Haven't written anything since the almost-20,000 word mark. Other than end-of-year laziness and the welcome distraction of long-lost friends, I have no excuse! I apologize to my goal. Time is running out and I shouldn't be dawdling.

Monday, December 27, 2010

Phase Two: Reboot! ...and an impromptu Twilight "blargh!"

Haha! I have placed my hands on my hips and now defiantly proclaim that I have worked on my novel tonight! It is an accomplishment I will continue throughout the evening. Just digging myself out of a verbal rut.

EDIT UPDATE: WORD COUNT 19,592 (Done for the night.)

And speaking of rutting... I received the gift of Twilight: Eclipse the movie for Christmas. My mother had read the book but hadn't seen the movie, so I made sure she watched it with me. (Poor Dad!) Now I'm not on Team Anything regarding Twilight, but Robert Pattinson looked rough, and not uncut diamond rough, but straight up give-the-boy-a-hot-meal rough. And no, that's not a blood-sucker joke. If his sickly more-tortured-than-usual look was a directorial decision, then it's unfortunate. If it was a makeup oopsie, then shame on the techies!! He does have the potential to be an attractive Brit. :)

And on a strictly editorial note, I've cast Taylor Lautner in the role of my novel's protagonist, if I can get the book published and optioned for a movie somewhere between Mr. Lautner's baby-face stage and rugged manly stage. This is a known fact among my friends and family since the first Twilight movie came out. I turned to Brandon in the theater and said, "Oh my goodness! I've found ________!" That means I'm not cyber-stalking the young man... I'm legitimately scouting him!

(I'll be waiting on the indignant responses of "But Edward looked sickly in the Eclipse booooook! He's 'posta be all tortuuuuuured!" I love the nasal ring of the whiny voice translated to type! Look-- been there, read that, bought it and the movies, and almost carved a tiny wolf for a charm bracelet. Don't preach!)

A Resounding Argh!

And then there was snow again, and no one could make it to the Christmas dinner I so lovingly prepared. But everyone's all right and safe, if not a little worse for wear. I would say we've got six inches of snow, and more in places due to drifts.

I need a real kick in the pants for lazing about when I should be working on my book, product development, graphic novel art, and my health. I'm tempted to make that latter option a public affair to shame myself into accomplishment. When it's all said and done, I'll probably need to find the dreaded "gainful employment" by mid-February, or risk my relative comfort and bill-paying. So, here's to a little over one month of hard work. I know I said that one before (*cough* NaNoWriMo *cough*) but it's getting harder to be lazy. Unrestful, even.

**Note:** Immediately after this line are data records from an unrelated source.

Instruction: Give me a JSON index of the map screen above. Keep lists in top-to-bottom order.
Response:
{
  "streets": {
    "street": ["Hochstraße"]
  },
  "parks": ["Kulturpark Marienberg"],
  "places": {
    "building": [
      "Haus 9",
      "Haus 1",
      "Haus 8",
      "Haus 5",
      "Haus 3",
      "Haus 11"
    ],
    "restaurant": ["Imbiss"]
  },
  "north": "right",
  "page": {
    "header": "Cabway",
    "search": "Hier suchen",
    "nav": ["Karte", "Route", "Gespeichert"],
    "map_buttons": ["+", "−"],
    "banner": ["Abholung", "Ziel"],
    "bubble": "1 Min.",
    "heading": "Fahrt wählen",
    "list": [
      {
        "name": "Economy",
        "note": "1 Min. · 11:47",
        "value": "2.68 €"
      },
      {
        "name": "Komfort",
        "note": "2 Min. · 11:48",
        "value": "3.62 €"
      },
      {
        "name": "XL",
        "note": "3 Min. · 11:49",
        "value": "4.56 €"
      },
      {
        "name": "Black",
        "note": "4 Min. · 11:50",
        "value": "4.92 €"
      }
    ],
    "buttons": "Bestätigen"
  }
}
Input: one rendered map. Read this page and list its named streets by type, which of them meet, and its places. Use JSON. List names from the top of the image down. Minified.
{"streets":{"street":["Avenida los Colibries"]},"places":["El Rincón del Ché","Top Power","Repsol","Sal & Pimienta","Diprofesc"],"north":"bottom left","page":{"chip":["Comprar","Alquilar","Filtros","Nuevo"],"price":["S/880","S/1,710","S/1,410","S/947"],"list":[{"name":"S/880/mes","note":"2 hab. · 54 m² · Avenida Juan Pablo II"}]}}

Unfortunately, I made it to a turning point, AKA "good stopping place," in my novel and I'm still drifting around the 18,000 word mark. It's the mortal wound to progress, to stop in such a place. But I'll just take a few "Cure Minor Wounds" potions, otherwise known as Pepsi, and ensure my full recovery and restored momentum by the end of the month... when I give up the hard stuff for a few months. It'll be those first few Pepsi-less days that are the hardest, no?

So, how to repair a stalled story? Fall back on the loose outline I made, of course! Just boot up the file, tap my fingers on the home keys for a few minutes, and get to work! Save all the shiny stuff for the polish. As the great Moe Conn once pounded into my recovering perfectionist skull: "Done is good!"

Friday, December 17, 2010

A Sad Time

All that I want to accomplish seems so trivial sometimes, in the face of reality. I like that my characters act logically, at least in their own minds, and that there's always someone willing to be the good guy-- unshakable and capable of winning. I like that good and evil fight and will continue to fight ad infinitum.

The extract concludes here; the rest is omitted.